When a picture appears among the records, leave it out, and copy all else exactly.

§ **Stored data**
Content starts

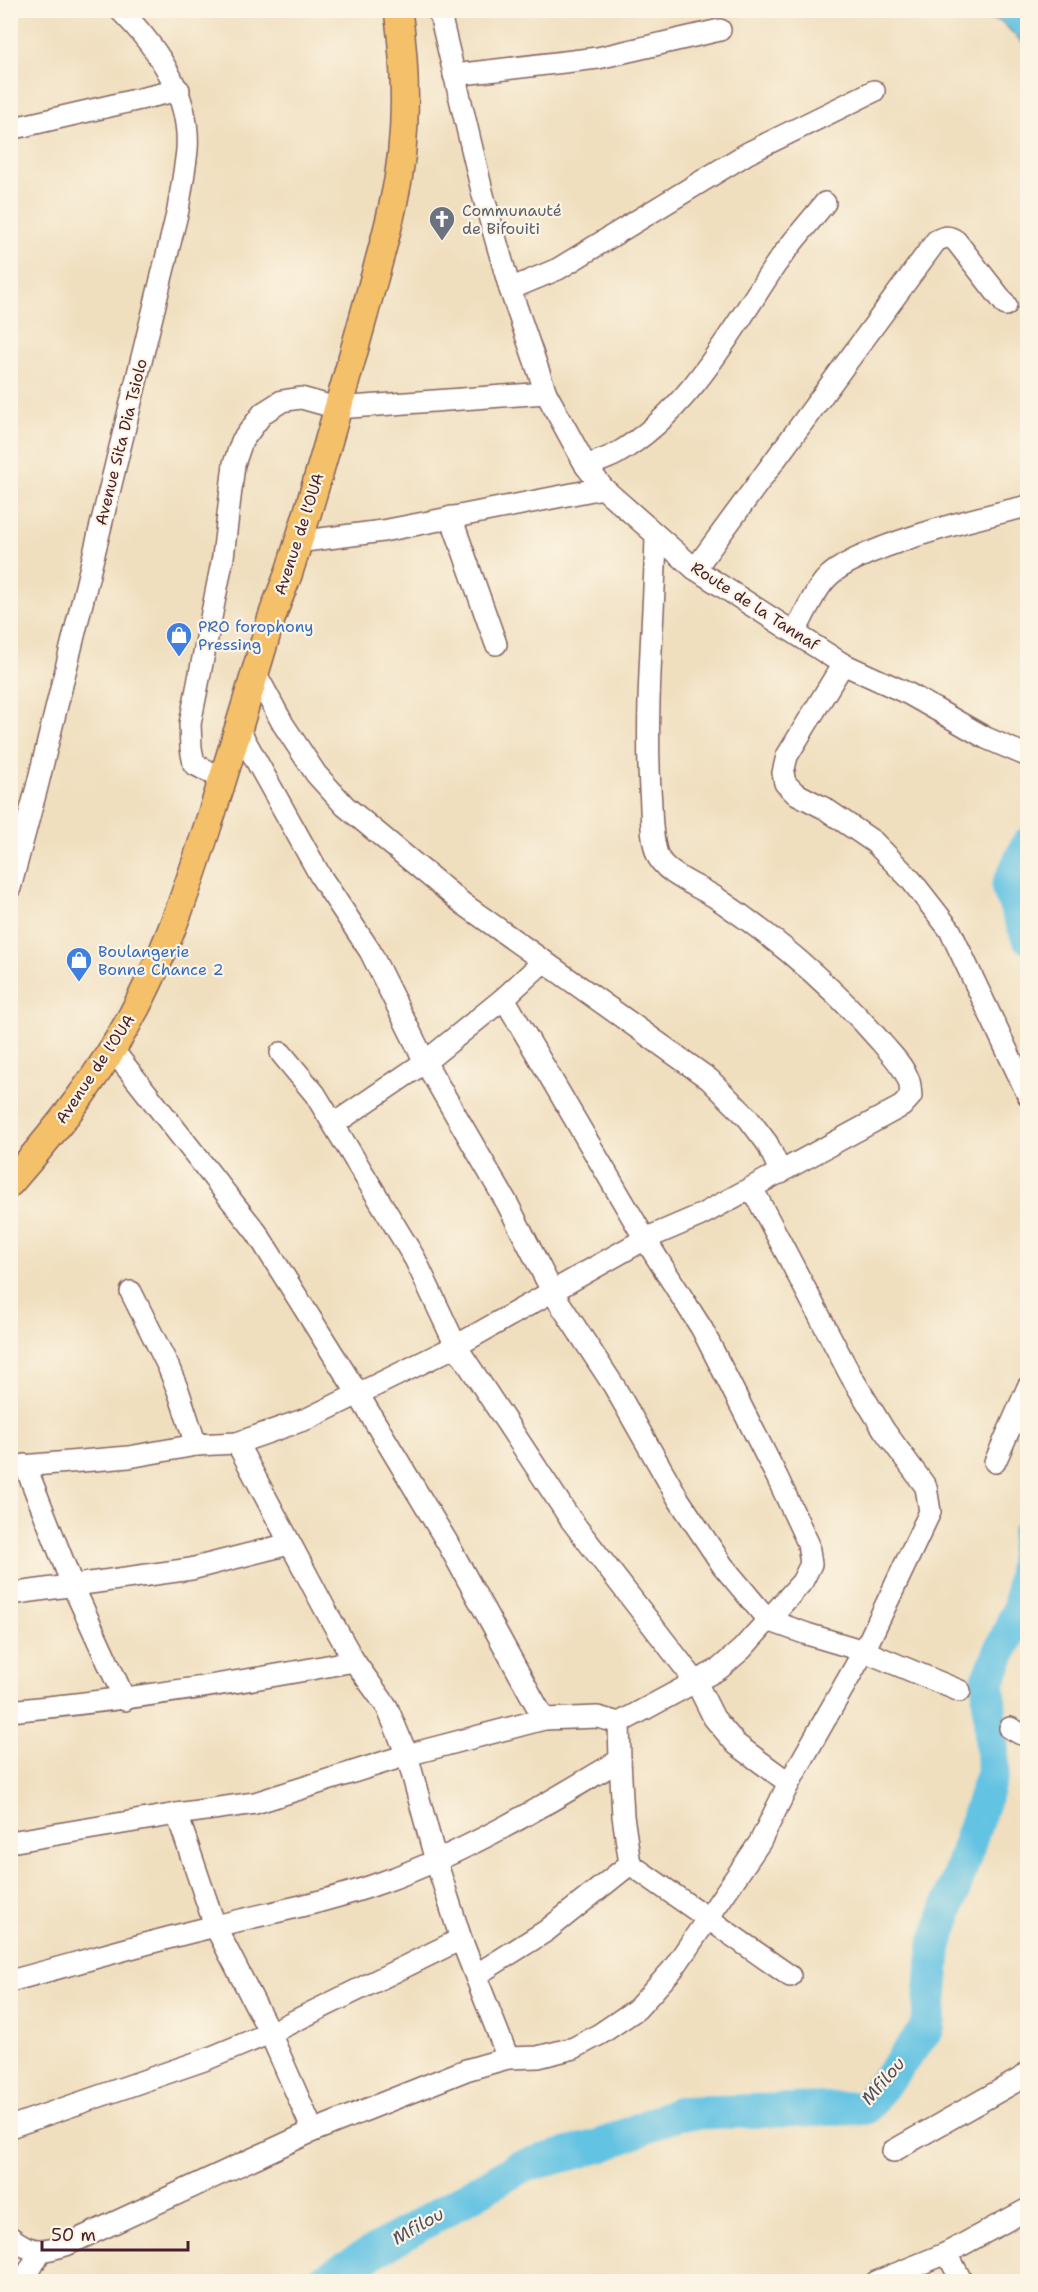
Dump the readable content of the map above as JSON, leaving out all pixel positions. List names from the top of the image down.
{
  "streets": {
    "main road": ["Avenue de l'OUA"],
    "street": ["Avenue Sita Dia Tsiolo", "Route de la Tannaf"]
  },
  "water": ["Mfilou"],
  "places": {
    "church": ["Communauté de Bifouiti"],
    "shop": ["PRO forophony Pressing", "Boulangerie Bonne Chance 2"]
  },
  "scale_bar": "50 m"
}
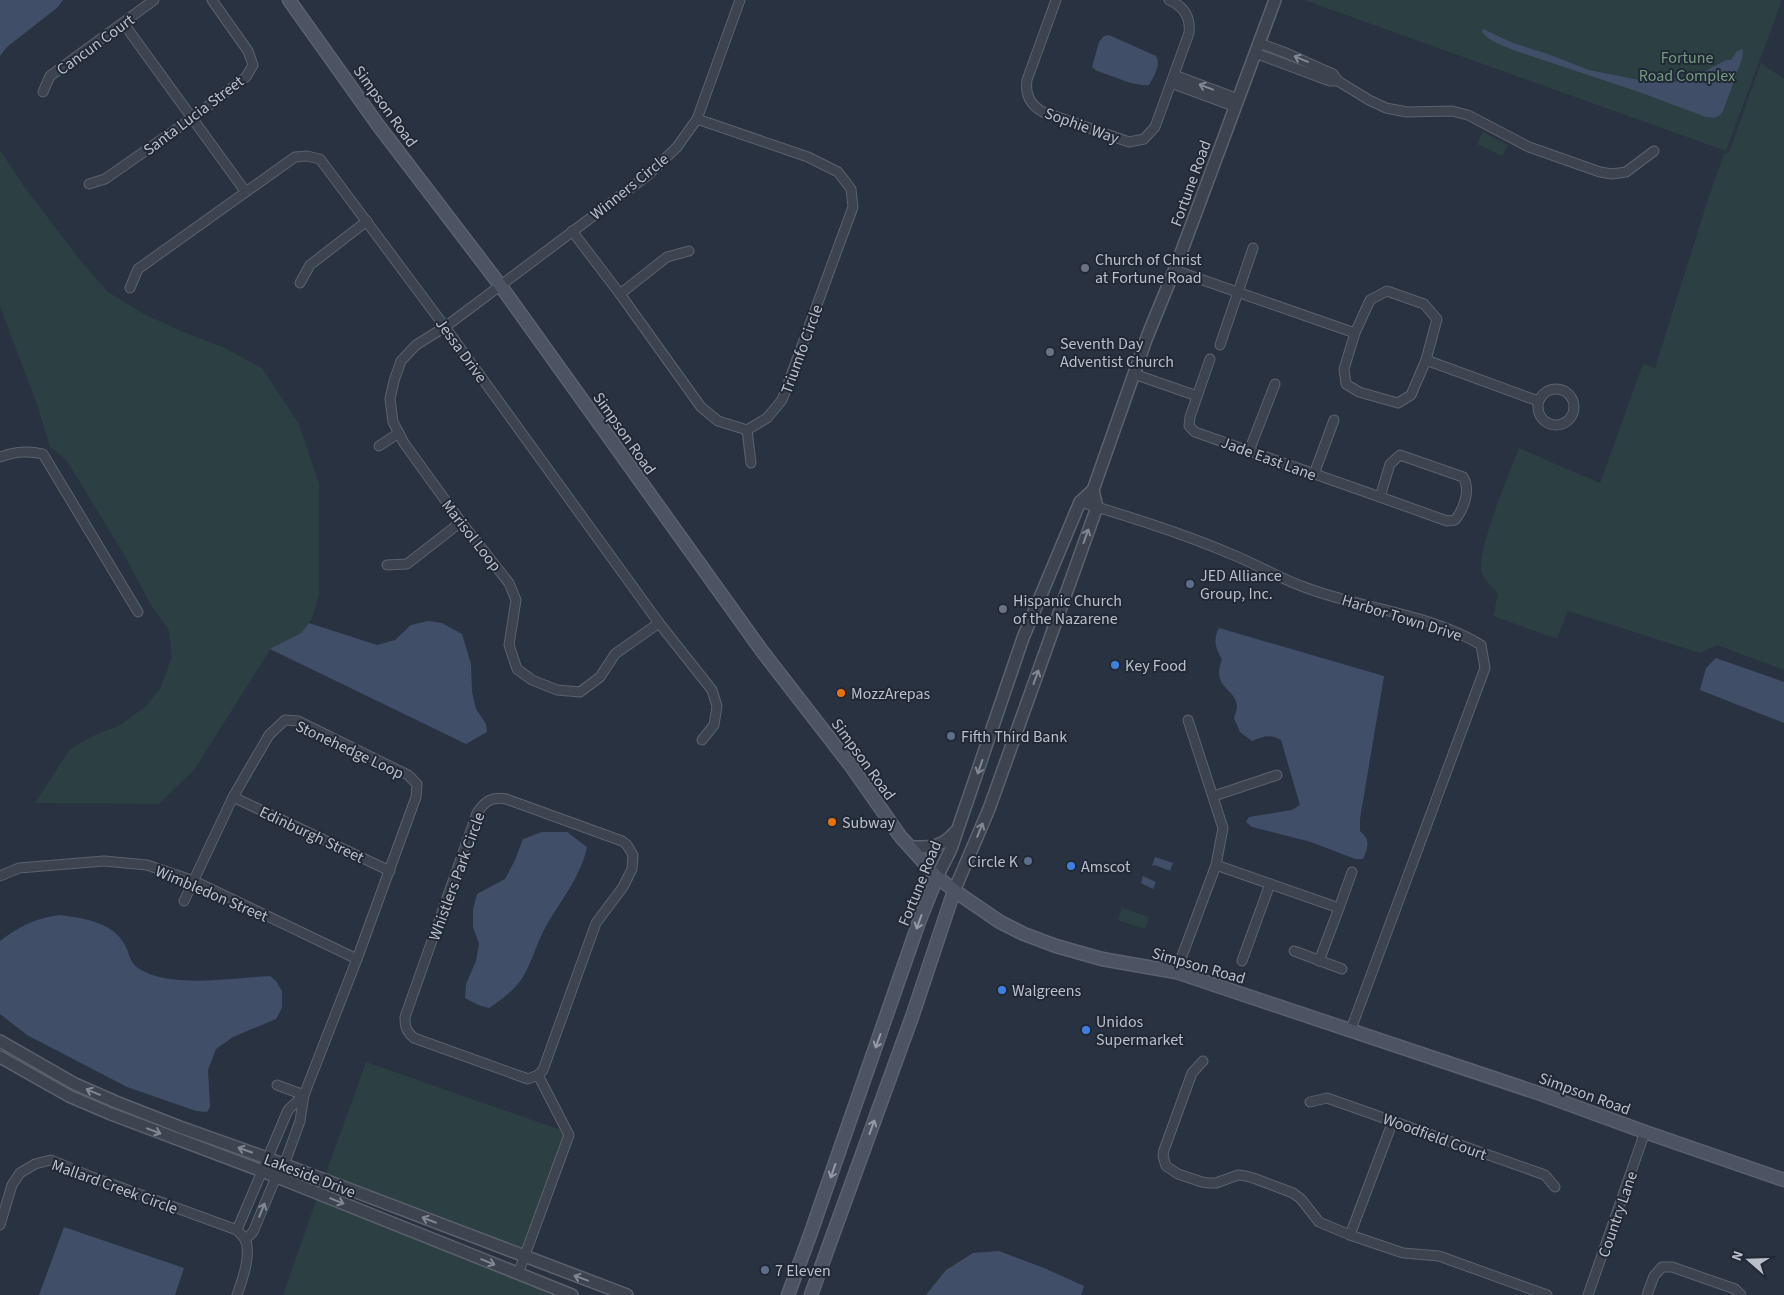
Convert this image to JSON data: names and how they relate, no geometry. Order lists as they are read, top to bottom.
{
  "streets": {
    "main road": ["Simpson Road", "Fortune Road"],
    "street": [
      "Cancun Court",
      "Santa Lucia Street",
      "Sophie Way",
      "Winners Circle",
      "Triumfo Circle",
      "Jessa Drive",
      "Jade East Lane",
      "Marisol Loop",
      "Harbor Town Drive",
      "Stonehedge Loop",
      "Edinburgh Street",
      "Whistlers Park Circle",
      "Wimbledon Street",
      "Woodfield Court",
      "Lakeside Drive",
      "Mallard Creek Circle",
      "Country Lane"
    ]
  },
  "crossings": [
    ["Simpson Road", "Fortune Road"],
    ["Simpson Road", "Winners Circle"],
    ["Simpson Road", "Marisol Loop"],
    ["Simpson Road", "Harbor Town Drive"],
    ["Simpson Road", "Country Lane"],
    ["Fortune Road", "Harbor Town Drive"],
    ["Winners Circle", "Triumfo Circle"],
    ["Winners Circle", "Marisol Loop"],
    ["Jessa Drive", "Marisol Loop"],
    ["Stonehedge Loop", "Edinburgh Street"],
    ["Stonehedge Loop", "Wimbledon Street"],
    ["Stonehedge Loop", "Lakeside Drive"]
  ],
  "parks": ["Fortune Road Complex"],
  "places": [
    "Church of Christ at Fortune Road",
    "Seventh Day Adventist Church",
    "JED Alliance Group, Inc.",
    "Hispanic Church of the Nazarene",
    "Key Food",
    "MozzArepas",
    "Fifth Third Bank",
    "Subway",
    "Circle K",
    "Amscot",
    "Walgreens",
    "Unidos Supermarket",
    "7 Eleven"
  ],
  "north": "left"
}
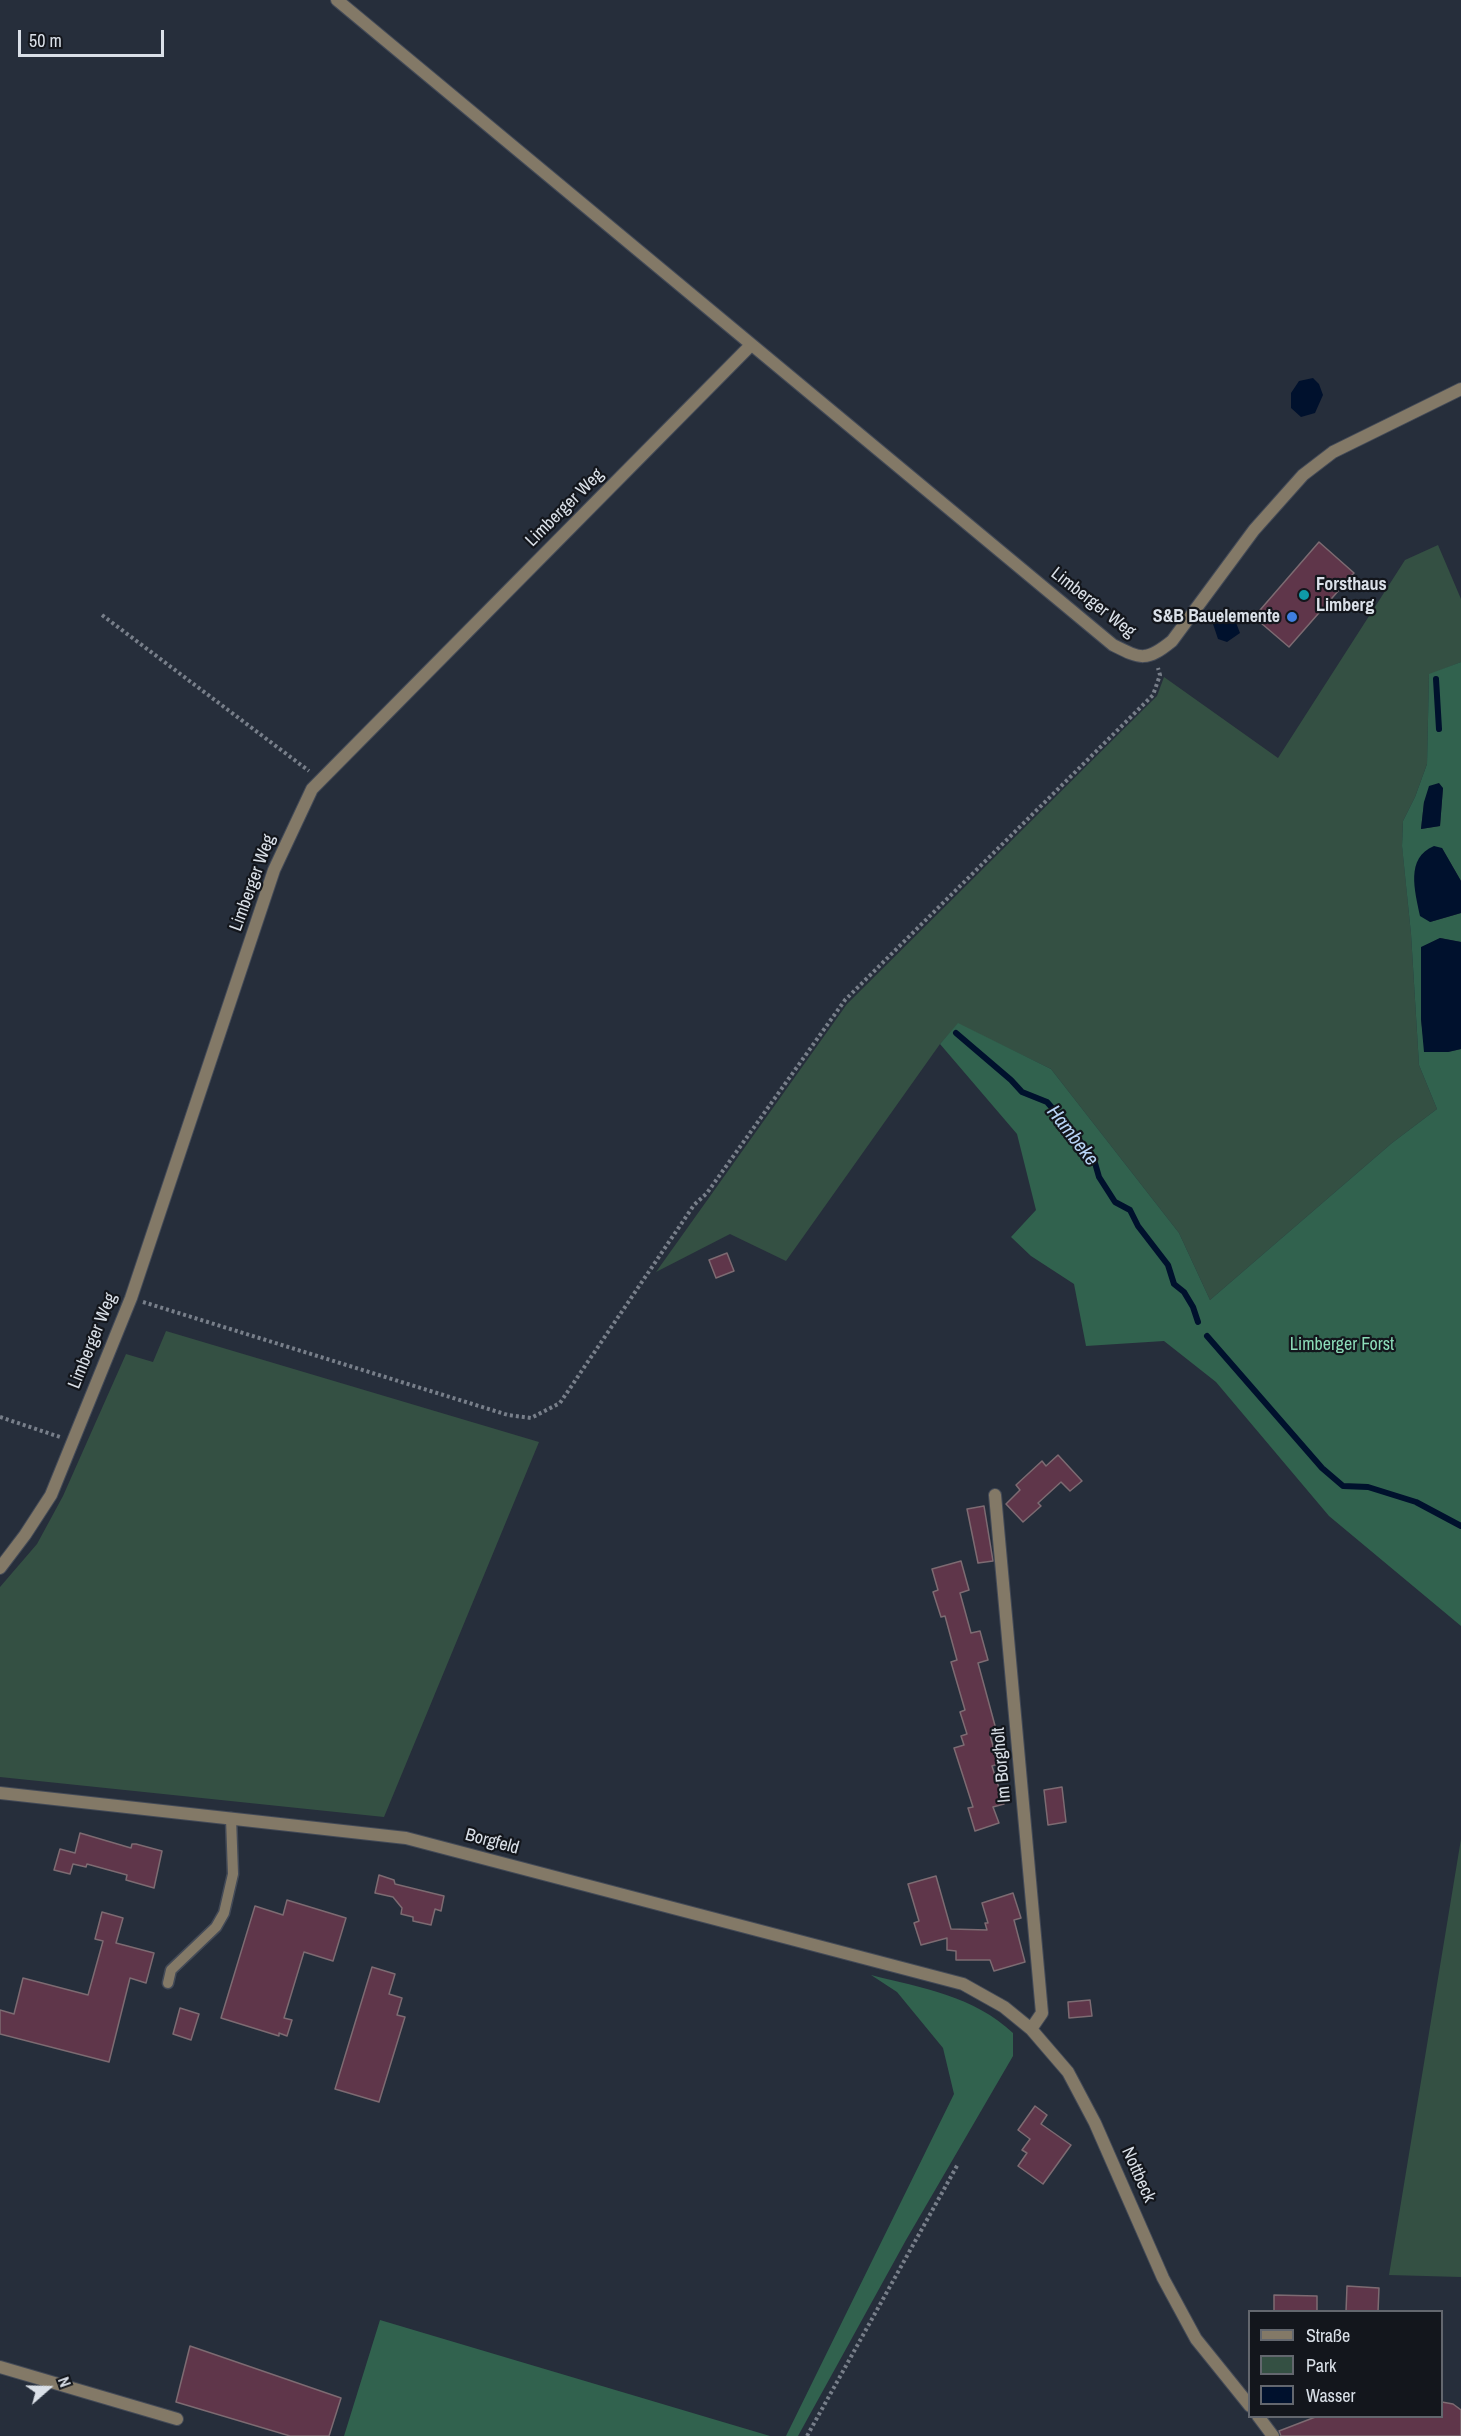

Content ends

§ **WRITTEN ANSWER**
Dump the readable content of the map above as JSON, leaving out all pixel positions. List names from the top of the image down.
{
  "streets": {
    "main road": ["Avenue de l'OUA"],
    "street": ["Avenue Sita Dia Tsiolo", "Route de la Tannaf"]
  },
  "water": ["Mfilou"],
  "places": {
    "church": ["Communauté de Bifouiti"],
    "shop": ["PRO forophony Pressing", "Boulangerie Bonne Chance 2"]
  },
  "scale_bar": "50 m"
}
Convert this image to JSON data: names and how they relate, no geometry. Order lists as they are read, top to bottom.
{
  "streets": {
    "main road": ["Simpson Road", "Fortune Road"],
    "street": [
      "Cancun Court",
      "Santa Lucia Street",
      "Sophie Way",
      "Winners Circle",
      "Triumfo Circle",
      "Jessa Drive",
      "Jade East Lane",
      "Marisol Loop",
      "Harbor Town Drive",
      "Stonehedge Loop",
      "Edinburgh Street",
      "Whistlers Park Circle",
      "Wimbledon Street",
      "Woodfield Court",
      "Lakeside Drive",
      "Mallard Creek Circle",
      "Country Lane"
    ]
  },
  "crossings": [
    ["Simpson Road", "Fortune Road"],
    ["Simpson Road", "Winners Circle"],
    ["Simpson Road", "Marisol Loop"],
    ["Simpson Road", "Harbor Town Drive"],
    ["Simpson Road", "Country Lane"],
    ["Fortune Road", "Harbor Town Drive"],
    ["Winners Circle", "Triumfo Circle"],
    ["Winners Circle", "Marisol Loop"],
    ["Jessa Drive", "Marisol Loop"],
    ["Stonehedge Loop", "Edinburgh Street"],
    ["Stonehedge Loop", "Wimbledon Street"],
    ["Stonehedge Loop", "Lakeside Drive"]
  ],
  "parks": ["Fortune Road Complex"],
  "places": [
    "Church of Christ at Fortune Road",
    "Seventh Day Adventist Church",
    "JED Alliance Group, Inc.",
    "Hispanic Church of the Nazarene",
    "Key Food",
    "MozzArepas",
    "Fifth Third Bank",
    "Subway",
    "Circle K",
    "Amscot",
    "Walgreens",
    "Unidos Supermarket",
    "7 Eleven"
  ],
  "north": "left"
}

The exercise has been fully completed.